[What you need to do] Keeping every word in place, write out the entries that come next.

[Supplied material]
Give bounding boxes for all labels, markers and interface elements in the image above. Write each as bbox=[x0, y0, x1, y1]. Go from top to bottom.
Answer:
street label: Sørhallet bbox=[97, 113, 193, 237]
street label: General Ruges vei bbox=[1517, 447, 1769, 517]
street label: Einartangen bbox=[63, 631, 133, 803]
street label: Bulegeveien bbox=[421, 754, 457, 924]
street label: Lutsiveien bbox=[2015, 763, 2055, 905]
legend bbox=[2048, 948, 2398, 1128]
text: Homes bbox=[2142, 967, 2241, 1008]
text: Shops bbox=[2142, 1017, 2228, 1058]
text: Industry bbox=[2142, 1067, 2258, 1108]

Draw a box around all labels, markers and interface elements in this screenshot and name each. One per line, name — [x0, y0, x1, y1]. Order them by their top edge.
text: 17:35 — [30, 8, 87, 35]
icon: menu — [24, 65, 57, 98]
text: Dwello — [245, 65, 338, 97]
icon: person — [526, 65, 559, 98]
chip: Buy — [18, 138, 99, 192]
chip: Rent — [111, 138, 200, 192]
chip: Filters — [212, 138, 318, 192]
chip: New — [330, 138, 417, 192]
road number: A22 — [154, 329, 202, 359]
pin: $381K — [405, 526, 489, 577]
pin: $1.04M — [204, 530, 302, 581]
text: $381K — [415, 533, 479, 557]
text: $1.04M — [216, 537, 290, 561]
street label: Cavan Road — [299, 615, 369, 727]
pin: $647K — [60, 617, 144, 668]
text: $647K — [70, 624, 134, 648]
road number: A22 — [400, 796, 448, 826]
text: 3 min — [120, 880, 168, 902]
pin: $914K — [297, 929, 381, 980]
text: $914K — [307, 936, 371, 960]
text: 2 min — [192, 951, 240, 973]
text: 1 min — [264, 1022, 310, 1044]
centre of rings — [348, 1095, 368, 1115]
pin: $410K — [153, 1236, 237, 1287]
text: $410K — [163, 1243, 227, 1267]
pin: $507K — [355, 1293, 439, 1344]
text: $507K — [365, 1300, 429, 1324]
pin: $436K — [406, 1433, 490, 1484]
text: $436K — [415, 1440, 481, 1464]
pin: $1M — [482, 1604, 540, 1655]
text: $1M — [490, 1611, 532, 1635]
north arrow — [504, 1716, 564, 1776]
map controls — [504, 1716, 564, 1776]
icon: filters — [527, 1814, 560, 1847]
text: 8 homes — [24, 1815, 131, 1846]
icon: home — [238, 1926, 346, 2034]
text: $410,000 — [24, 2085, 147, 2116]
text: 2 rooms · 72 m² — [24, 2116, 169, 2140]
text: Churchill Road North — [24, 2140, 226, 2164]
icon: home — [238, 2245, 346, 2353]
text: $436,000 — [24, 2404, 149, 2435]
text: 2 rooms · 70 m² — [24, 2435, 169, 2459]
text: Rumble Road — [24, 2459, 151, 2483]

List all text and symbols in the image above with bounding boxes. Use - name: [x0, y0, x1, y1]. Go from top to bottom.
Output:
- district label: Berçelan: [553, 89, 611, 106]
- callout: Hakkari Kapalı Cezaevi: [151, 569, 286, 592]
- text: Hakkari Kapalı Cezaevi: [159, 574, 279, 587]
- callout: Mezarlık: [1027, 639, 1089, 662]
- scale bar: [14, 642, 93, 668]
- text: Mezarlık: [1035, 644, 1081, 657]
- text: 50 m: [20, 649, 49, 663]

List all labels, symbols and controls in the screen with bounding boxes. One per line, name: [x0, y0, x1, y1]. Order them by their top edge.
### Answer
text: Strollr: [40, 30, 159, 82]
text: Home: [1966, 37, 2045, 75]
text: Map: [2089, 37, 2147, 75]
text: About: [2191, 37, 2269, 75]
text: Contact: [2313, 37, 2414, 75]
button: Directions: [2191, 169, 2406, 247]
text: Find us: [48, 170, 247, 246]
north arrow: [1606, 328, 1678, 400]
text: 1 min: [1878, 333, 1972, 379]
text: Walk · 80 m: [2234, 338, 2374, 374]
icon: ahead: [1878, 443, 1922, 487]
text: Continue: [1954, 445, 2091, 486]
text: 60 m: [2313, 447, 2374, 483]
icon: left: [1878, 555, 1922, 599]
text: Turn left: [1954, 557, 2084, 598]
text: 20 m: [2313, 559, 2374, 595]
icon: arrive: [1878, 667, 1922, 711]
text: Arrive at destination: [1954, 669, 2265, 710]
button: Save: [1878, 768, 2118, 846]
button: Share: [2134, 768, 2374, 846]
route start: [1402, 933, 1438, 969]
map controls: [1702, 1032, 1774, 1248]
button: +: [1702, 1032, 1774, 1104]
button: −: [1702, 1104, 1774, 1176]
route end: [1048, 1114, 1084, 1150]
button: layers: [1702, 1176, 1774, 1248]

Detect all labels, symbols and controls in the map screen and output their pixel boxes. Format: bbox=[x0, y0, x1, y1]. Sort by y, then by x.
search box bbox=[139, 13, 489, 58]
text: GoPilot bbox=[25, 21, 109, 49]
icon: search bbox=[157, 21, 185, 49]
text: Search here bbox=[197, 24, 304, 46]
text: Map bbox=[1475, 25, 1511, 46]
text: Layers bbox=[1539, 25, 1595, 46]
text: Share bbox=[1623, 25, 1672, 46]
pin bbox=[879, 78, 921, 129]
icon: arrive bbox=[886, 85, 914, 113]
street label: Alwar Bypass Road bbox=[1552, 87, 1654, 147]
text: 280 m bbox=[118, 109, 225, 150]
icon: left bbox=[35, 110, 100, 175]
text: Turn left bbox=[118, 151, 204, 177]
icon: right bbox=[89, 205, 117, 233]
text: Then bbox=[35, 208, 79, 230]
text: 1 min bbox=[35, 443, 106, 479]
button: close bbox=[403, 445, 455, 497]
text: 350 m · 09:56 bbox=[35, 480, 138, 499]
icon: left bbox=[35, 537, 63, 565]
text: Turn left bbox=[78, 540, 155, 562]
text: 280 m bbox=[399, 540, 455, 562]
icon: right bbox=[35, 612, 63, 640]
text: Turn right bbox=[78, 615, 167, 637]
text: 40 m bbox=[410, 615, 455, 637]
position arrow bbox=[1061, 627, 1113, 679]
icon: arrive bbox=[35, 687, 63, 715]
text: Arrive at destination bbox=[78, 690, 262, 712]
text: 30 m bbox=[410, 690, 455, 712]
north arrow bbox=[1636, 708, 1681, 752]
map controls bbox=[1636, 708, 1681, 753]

[Solution to this exercise]
Give bounding boxes for all labels, markers and interface elements in the image above. Write each as bbox=[x0, y0, x1, y1]. Go from top to bottom.
Answer:
street label: Sørhallet bbox=[97, 113, 193, 237]
street label: General Ruges vei bbox=[1517, 447, 1769, 517]
street label: Einartangen bbox=[63, 631, 133, 803]
street label: Bulegeveien bbox=[421, 754, 457, 924]
street label: Lutsiveien bbox=[2015, 763, 2055, 905]
legend bbox=[2048, 948, 2398, 1128]
text: Homes bbox=[2142, 967, 2241, 1008]
text: Shops bbox=[2142, 1017, 2228, 1058]
text: Industry bbox=[2142, 1067, 2258, 1108]

Draw a box around all labels, markers and interface elements in this screenshot and name each. One per line, name — [x0, y0, x1, y1]. Order them by their top edge.
text: 17:35 — [30, 8, 87, 35]
icon: menu — [24, 65, 57, 98]
text: Dwello — [245, 65, 338, 97]
icon: person — [526, 65, 559, 98]
chip: Buy — [18, 138, 99, 192]
chip: Rent — [111, 138, 200, 192]
chip: Filters — [212, 138, 318, 192]
chip: New — [330, 138, 417, 192]
road number: A22 — [154, 329, 202, 359]
pin: $381K — [405, 526, 489, 577]
pin: $1.04M — [204, 530, 302, 581]
text: $381K — [415, 533, 479, 557]
text: $1.04M — [216, 537, 290, 561]
street label: Cavan Road — [299, 615, 369, 727]
pin: $647K — [60, 617, 144, 668]
text: $647K — [70, 624, 134, 648]
road number: A22 — [400, 796, 448, 826]
text: 3 min — [120, 880, 168, 902]
pin: $914K — [297, 929, 381, 980]
text: $914K — [307, 936, 371, 960]
text: 2 min — [192, 951, 240, 973]
text: 1 min — [264, 1022, 310, 1044]
centre of rings — [348, 1095, 368, 1115]
pin: $410K — [153, 1236, 237, 1287]
text: $410K — [163, 1243, 227, 1267]
pin: $507K — [355, 1293, 439, 1344]
text: $507K — [365, 1300, 429, 1324]
pin: $436K — [406, 1433, 490, 1484]
text: $436K — [415, 1440, 481, 1464]
pin: $1M — [482, 1604, 540, 1655]
text: $1M — [490, 1611, 532, 1635]
north arrow — [504, 1716, 564, 1776]
map controls — [504, 1716, 564, 1776]
icon: filters — [527, 1814, 560, 1847]
text: 8 homes — [24, 1815, 131, 1846]
icon: home — [238, 1926, 346, 2034]
text: $410,000 — [24, 2085, 147, 2116]
text: 2 rooms · 72 m² — [24, 2116, 169, 2140]
text: Churchill Road North — [24, 2140, 226, 2164]
icon: home — [238, 2245, 346, 2353]
text: $436,000 — [24, 2404, 149, 2435]
text: 2 rooms · 70 m² — [24, 2435, 169, 2459]
text: Rumble Road — [24, 2459, 151, 2483]

List all text and symbols in the image above with bounding boxes. Use - name: [x0, y0, x1, y1]. Go from top to bottom.
Output:
- district label: Berçelan: [553, 89, 611, 106]
- callout: Hakkari Kapalı Cezaevi: [151, 569, 286, 592]
- text: Hakkari Kapalı Cezaevi: [159, 574, 279, 587]
- callout: Mezarlık: [1027, 639, 1089, 662]
- scale bar: [14, 642, 93, 668]
- text: Mezarlık: [1035, 644, 1081, 657]
- text: 50 m: [20, 649, 49, 663]

List all labels, symbols and controls in the screen with bounding boxes. One per line, name: [x0, y0, x1, y1]. Order them by their top edge.
### Answer
text: Strollr: [40, 30, 159, 82]
text: Home: [1966, 37, 2045, 75]
text: Map: [2089, 37, 2147, 75]
text: About: [2191, 37, 2269, 75]
text: Contact: [2313, 37, 2414, 75]
button: Directions: [2191, 169, 2406, 247]
text: Find us: [48, 170, 247, 246]
north arrow: [1606, 328, 1678, 400]
text: 1 min: [1878, 333, 1972, 379]
text: Walk · 80 m: [2234, 338, 2374, 374]
icon: ahead: [1878, 443, 1922, 487]
text: Continue: [1954, 445, 2091, 486]
text: 60 m: [2313, 447, 2374, 483]
icon: left: [1878, 555, 1922, 599]
text: Turn left: [1954, 557, 2084, 598]
text: 20 m: [2313, 559, 2374, 595]
icon: arrive: [1878, 667, 1922, 711]
text: Arrive at destination: [1954, 669, 2265, 710]
button: Save: [1878, 768, 2118, 846]
button: Share: [2134, 768, 2374, 846]
route start: [1402, 933, 1438, 969]
map controls: [1702, 1032, 1774, 1248]
button: +: [1702, 1032, 1774, 1104]
button: −: [1702, 1104, 1774, 1176]
route end: [1048, 1114, 1084, 1150]
button: layers: [1702, 1176, 1774, 1248]

Detect all labels, symbols and controls in the map screen and output their pixel boxes. Format: bbox=[x0, y0, x1, y1]. Sort by y, then by x.
search box bbox=[139, 13, 489, 58]
text: GoPilot bbox=[25, 21, 109, 49]
icon: search bbox=[157, 21, 185, 49]
text: Search here bbox=[197, 24, 304, 46]
text: Map bbox=[1475, 25, 1511, 46]
text: Layers bbox=[1539, 25, 1595, 46]
text: Share bbox=[1623, 25, 1672, 46]
pin bbox=[879, 78, 921, 129]
icon: arrive bbox=[886, 85, 914, 113]
street label: Alwar Bypass Road bbox=[1552, 87, 1654, 147]
text: 280 m bbox=[118, 109, 225, 150]
icon: left bbox=[35, 110, 100, 175]
text: Turn left bbox=[118, 151, 204, 177]
icon: right bbox=[89, 205, 117, 233]
text: Then bbox=[35, 208, 79, 230]
text: 1 min bbox=[35, 443, 106, 479]
button: close bbox=[403, 445, 455, 497]
text: 350 m · 09:56 bbox=[35, 480, 138, 499]
icon: left bbox=[35, 537, 63, 565]
text: Turn left bbox=[78, 540, 155, 562]
text: 280 m bbox=[399, 540, 455, 562]
icon: right bbox=[35, 612, 63, 640]
text: Turn right bbox=[78, 615, 167, 637]
text: 40 m bbox=[410, 615, 455, 637]
position arrow bbox=[1061, 627, 1113, 679]
icon: arrive bbox=[35, 687, 63, 715]
text: Arrive at destination bbox=[78, 690, 262, 712]
text: 30 m bbox=[410, 690, 455, 712]
north arrow bbox=[1636, 708, 1681, 752]
map controls bbox=[1636, 708, 1681, 753]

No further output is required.